Bericht zum 4. Prozesstag (9. Okt.) „Das ist ein Merkmal der Folter“.

Der Prozess begann etwas verspätet, dafür war im Zuschauerbereich eine Rampe installiert, welche Rollifahrer*innen den Zugang ermöglichen sollte. Bemerkenswert war, dass sich größere Teile der Zuschauer*innen den Zugang erst hatten erkämpfen müssen. Eine Gruppe überpünktlicher Jura-Erstsemester hatte sämtliche Schließfächer besetzt, was die Beamten dazu veranlasste, neue Leute erst nach langer Diskussion und der Zusicherung wirklich keiner der verbotenen Gegenstände, wie Schlüssel, Geldbörse o.ä mit sich zu führen, rein zu lassen.

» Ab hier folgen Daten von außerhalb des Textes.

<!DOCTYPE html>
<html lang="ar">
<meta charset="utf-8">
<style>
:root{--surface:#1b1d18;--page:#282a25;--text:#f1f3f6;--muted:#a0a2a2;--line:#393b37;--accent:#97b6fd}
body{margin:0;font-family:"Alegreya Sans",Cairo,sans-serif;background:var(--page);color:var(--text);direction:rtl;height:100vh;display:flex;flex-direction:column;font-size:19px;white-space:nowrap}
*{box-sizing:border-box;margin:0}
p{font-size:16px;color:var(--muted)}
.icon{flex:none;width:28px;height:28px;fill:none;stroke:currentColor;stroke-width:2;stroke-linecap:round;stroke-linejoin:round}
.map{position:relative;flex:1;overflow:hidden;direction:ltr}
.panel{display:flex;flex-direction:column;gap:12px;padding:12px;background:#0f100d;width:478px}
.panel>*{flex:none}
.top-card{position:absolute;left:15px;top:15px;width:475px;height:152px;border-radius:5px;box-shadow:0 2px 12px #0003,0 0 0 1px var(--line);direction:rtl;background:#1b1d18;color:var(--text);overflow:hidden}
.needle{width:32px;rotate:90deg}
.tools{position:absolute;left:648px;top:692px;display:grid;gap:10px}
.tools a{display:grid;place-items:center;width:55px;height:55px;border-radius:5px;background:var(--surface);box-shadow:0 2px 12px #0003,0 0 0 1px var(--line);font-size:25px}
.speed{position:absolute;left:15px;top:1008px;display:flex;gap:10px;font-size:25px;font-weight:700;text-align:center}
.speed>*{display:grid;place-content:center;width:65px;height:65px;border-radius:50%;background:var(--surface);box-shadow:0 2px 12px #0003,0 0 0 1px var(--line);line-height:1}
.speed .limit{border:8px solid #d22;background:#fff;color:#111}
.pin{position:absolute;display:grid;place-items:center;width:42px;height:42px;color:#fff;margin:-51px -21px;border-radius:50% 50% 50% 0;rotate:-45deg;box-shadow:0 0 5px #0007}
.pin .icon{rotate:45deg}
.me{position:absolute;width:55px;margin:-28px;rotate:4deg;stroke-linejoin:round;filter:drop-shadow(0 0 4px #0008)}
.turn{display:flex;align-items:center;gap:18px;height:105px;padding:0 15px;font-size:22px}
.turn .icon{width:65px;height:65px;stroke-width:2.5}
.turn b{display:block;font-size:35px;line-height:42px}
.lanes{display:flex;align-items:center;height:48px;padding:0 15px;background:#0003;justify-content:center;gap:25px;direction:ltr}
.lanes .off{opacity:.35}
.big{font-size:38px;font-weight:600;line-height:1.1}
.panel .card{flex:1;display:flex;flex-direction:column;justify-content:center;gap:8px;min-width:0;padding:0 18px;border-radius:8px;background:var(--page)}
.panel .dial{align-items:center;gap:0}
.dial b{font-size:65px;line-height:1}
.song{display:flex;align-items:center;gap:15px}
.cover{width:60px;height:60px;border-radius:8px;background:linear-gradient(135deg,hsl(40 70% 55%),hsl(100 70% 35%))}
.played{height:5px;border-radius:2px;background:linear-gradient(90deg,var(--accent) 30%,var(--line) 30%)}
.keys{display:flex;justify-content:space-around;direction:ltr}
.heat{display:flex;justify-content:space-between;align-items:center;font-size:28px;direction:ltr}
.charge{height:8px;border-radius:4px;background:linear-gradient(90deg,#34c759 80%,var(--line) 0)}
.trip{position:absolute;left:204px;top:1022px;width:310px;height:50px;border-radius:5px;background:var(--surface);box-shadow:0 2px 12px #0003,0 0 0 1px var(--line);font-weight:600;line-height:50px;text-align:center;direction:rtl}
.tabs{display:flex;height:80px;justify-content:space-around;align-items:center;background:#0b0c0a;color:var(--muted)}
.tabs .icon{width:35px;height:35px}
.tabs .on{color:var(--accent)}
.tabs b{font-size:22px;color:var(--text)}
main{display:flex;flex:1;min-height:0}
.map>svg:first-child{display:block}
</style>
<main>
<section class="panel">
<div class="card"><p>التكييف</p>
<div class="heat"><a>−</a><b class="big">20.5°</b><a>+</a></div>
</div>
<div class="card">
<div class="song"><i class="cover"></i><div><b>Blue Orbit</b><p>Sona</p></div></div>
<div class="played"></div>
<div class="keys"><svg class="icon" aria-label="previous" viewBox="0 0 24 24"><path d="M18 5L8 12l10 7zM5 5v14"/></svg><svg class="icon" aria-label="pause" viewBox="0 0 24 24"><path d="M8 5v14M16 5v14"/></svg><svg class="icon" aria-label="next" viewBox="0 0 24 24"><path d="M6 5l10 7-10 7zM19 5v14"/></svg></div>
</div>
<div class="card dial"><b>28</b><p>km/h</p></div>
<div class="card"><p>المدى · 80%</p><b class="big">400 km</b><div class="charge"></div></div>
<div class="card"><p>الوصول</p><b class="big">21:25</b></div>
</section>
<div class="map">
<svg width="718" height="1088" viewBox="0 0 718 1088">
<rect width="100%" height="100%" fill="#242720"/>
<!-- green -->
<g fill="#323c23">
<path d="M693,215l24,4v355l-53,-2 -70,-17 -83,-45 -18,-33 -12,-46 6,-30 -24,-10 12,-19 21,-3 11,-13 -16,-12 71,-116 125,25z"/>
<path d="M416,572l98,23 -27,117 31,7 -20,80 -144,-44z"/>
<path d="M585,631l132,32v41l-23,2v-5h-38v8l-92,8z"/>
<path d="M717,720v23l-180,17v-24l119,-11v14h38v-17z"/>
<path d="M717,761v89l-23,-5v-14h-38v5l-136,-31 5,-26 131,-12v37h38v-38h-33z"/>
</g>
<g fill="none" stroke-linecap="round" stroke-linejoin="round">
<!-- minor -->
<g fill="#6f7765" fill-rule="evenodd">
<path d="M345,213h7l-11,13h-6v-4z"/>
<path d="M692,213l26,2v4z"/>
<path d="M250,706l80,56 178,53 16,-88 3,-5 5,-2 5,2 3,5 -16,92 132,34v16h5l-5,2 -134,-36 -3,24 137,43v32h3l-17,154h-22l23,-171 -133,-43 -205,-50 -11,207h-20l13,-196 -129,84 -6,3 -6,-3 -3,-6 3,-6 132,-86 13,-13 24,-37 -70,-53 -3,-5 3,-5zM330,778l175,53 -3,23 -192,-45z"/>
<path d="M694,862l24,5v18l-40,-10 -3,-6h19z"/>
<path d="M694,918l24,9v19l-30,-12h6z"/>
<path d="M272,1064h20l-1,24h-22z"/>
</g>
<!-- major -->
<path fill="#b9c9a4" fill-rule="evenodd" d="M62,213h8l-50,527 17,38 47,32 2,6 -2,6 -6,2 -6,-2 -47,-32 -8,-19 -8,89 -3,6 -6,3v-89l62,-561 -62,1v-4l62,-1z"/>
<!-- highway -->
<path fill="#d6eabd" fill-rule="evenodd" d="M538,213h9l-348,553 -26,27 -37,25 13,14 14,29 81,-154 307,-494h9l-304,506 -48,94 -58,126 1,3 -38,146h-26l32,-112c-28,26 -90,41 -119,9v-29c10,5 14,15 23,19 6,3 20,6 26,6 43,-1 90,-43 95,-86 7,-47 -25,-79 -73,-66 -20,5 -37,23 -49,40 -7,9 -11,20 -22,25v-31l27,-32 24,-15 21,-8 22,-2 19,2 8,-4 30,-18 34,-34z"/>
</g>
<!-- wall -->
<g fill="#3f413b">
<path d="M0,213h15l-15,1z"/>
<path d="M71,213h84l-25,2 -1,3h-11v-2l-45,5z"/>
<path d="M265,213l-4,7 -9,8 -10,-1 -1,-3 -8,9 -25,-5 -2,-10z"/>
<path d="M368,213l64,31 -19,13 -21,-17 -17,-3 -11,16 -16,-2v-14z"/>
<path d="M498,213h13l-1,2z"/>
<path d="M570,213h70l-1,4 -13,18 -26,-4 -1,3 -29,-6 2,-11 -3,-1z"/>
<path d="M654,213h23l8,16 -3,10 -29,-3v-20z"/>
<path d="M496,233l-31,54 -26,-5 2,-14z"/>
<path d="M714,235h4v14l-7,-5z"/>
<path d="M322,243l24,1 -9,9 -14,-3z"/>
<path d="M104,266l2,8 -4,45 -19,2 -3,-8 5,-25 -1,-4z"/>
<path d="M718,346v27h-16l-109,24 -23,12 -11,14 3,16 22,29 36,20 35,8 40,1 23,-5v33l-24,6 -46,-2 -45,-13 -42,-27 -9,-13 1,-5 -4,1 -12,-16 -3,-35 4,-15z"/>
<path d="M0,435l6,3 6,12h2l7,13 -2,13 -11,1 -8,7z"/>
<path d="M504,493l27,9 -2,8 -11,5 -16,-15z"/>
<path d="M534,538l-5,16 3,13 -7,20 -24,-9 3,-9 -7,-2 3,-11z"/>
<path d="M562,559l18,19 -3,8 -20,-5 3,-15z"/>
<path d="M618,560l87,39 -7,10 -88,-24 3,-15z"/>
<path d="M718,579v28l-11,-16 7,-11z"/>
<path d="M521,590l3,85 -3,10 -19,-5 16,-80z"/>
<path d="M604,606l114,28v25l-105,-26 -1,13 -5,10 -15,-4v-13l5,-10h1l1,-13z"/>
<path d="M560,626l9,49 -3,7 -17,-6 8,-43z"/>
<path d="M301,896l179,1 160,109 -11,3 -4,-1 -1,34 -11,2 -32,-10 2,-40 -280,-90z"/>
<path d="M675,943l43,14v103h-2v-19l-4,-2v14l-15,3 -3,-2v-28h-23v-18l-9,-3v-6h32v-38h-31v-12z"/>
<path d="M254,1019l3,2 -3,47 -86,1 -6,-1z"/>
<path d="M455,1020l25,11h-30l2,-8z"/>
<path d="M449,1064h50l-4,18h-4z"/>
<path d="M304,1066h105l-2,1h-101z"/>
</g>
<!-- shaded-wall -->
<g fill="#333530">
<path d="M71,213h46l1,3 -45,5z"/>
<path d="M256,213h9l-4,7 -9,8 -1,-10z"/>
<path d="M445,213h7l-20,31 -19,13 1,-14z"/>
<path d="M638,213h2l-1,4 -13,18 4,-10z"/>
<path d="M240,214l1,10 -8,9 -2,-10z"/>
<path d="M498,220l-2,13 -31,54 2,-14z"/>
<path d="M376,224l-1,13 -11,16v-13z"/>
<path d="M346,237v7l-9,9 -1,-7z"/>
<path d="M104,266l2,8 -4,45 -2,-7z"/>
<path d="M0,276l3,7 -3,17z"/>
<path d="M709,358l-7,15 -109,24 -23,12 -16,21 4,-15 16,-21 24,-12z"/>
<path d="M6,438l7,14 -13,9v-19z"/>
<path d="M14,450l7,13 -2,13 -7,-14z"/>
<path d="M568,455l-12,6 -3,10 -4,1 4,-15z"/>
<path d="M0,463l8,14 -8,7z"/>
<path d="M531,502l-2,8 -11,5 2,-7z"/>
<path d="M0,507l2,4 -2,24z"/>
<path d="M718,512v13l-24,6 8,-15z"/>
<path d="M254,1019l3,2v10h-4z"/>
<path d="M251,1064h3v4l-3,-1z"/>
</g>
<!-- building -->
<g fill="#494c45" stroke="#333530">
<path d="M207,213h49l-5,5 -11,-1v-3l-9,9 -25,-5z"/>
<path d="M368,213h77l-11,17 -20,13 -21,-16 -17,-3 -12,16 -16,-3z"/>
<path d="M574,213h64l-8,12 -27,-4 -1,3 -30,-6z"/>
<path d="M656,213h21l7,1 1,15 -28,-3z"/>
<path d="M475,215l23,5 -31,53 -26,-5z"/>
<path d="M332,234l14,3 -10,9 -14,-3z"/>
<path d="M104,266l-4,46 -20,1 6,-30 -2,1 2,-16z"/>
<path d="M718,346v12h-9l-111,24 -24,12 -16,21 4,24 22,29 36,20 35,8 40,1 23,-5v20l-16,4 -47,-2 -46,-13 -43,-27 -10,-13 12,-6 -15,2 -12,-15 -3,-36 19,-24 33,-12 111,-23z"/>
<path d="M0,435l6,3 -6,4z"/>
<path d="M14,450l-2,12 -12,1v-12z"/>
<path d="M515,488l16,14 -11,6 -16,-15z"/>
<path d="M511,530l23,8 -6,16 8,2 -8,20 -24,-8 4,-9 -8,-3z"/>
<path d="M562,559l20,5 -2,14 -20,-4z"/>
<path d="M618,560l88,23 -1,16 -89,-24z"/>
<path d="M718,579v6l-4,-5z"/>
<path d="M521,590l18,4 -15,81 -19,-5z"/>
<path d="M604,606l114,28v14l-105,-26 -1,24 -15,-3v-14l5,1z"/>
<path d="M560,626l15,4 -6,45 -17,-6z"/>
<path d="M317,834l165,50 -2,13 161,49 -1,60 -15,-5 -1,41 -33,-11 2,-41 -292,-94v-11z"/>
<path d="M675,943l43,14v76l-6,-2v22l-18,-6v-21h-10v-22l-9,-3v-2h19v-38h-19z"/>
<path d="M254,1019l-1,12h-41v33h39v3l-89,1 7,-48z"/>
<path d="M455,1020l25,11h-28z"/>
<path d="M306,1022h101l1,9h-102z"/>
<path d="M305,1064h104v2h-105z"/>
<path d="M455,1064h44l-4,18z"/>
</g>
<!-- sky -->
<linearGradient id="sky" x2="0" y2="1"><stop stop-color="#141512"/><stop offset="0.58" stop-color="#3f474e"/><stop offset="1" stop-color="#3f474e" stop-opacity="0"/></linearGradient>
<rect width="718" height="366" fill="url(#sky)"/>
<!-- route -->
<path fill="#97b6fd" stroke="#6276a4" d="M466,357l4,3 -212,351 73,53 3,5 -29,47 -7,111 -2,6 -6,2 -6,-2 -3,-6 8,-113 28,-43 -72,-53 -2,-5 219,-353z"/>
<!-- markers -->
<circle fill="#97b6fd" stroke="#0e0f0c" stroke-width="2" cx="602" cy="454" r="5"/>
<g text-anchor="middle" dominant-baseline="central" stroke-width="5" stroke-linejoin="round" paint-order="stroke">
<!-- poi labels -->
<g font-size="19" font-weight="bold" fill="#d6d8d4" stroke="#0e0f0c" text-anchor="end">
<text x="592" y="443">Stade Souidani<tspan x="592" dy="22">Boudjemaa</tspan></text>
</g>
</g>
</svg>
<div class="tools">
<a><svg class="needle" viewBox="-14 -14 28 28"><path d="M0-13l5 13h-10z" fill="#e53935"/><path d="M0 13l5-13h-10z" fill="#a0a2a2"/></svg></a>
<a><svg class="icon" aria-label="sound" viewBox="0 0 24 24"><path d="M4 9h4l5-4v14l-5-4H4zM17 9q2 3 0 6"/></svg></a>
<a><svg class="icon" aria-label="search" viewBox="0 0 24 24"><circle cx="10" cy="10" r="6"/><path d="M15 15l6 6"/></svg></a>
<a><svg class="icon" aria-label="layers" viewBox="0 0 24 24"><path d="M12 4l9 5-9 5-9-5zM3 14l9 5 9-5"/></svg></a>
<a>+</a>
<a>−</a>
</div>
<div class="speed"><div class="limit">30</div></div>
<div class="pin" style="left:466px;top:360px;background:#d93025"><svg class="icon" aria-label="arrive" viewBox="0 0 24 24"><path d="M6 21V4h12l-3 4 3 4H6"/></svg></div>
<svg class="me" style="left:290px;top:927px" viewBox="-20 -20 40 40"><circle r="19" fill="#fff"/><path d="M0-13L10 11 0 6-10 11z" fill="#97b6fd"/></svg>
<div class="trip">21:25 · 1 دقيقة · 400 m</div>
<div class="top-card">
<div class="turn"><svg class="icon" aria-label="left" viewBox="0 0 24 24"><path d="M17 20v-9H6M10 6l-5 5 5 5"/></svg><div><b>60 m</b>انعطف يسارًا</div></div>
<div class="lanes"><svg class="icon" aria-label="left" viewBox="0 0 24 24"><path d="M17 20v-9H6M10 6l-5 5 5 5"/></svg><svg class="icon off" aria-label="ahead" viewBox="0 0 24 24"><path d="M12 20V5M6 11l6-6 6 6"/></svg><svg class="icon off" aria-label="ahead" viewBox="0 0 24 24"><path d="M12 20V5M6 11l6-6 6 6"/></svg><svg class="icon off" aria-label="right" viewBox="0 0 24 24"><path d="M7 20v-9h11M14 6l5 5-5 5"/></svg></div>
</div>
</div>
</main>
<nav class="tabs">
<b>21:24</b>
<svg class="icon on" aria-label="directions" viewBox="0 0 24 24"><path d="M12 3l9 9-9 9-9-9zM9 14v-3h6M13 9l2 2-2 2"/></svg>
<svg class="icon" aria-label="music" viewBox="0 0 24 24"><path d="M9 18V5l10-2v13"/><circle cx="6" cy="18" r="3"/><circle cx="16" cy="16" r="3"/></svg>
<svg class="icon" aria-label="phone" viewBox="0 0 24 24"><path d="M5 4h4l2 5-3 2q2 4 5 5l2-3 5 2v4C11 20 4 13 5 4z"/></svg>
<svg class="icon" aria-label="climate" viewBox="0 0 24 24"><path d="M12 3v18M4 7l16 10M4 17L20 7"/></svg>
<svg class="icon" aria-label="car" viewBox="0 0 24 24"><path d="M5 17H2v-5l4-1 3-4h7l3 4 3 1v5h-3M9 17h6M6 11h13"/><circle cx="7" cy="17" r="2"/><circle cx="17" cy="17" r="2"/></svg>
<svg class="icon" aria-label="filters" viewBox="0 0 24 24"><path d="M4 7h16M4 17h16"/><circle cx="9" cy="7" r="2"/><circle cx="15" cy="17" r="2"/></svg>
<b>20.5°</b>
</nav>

Als erstes verlas die vorsitzende Richterin einen Beschluss zur Vernehmungsfähigkeit Hermann Feilings. Hierbei erklärte sie, das Mittel der Wahl um zu einer Verwertung kommen zu können, sei der sogenannte Freibeweis, also die direkte Befragung vor Gericht. Das Gericht bestimme welche Teile der Akten verlesen werden sollen und ob ein Sachverständiger überhaupt gebraucht werde. Sie zählte diverse Richter, Sachverständige, Bullen und Anwälte auf, deren diverse Unterlagen, Gutachten und Protokolle aus dem Prozesse vor dem Oberlandesgericht Frankfurt im Jahre 1982 eingeführt werden sollen. Auf den Hinweis, dass dies keine Wortprotokolle seinen, sagte die Vorsitzende, das würde die Kammer schon zu berücksichtigen wissen. Daraufhin gab es die Anregung eines Verteidigers, der darauf hinwies, dass das Gericht sich auch sonst nicht scheut, den neuesten Stand der Technik zu verwenden, aber warum es bei der Frage der Beweiswürdigung auf Unterlagen und Erkenntnisse von vor 30 Jahren zurück greifen wolle.

RA Hartmann verlas einen Antrag bezüglich eines Gutachtens zu den posttraumatischen Auswirkungen auf Hermann Feiling. Insbesondere geht es um den Unterschied zwischen der Vernehmungsfähigkeit und der Fähigkeit eines Beschuldigten frei darüber zu entscheiden, ob er überhaupt aussagen will oder nicht. Alles deute darauf hin, dass Hermann Feiling auch nach heutigen Kriterien massiv traumatisiert gewesen sei und damit in seiner Aussagefreiheit beschränkt gewesen sei. Nach seinem Antrag, der in voller Länge hier (s. nächster Beitrag) gelesen werden kann, kam es zu Beifall im Zuschauerraum und zu einer Rüge der Richterin an die Applaudierenden.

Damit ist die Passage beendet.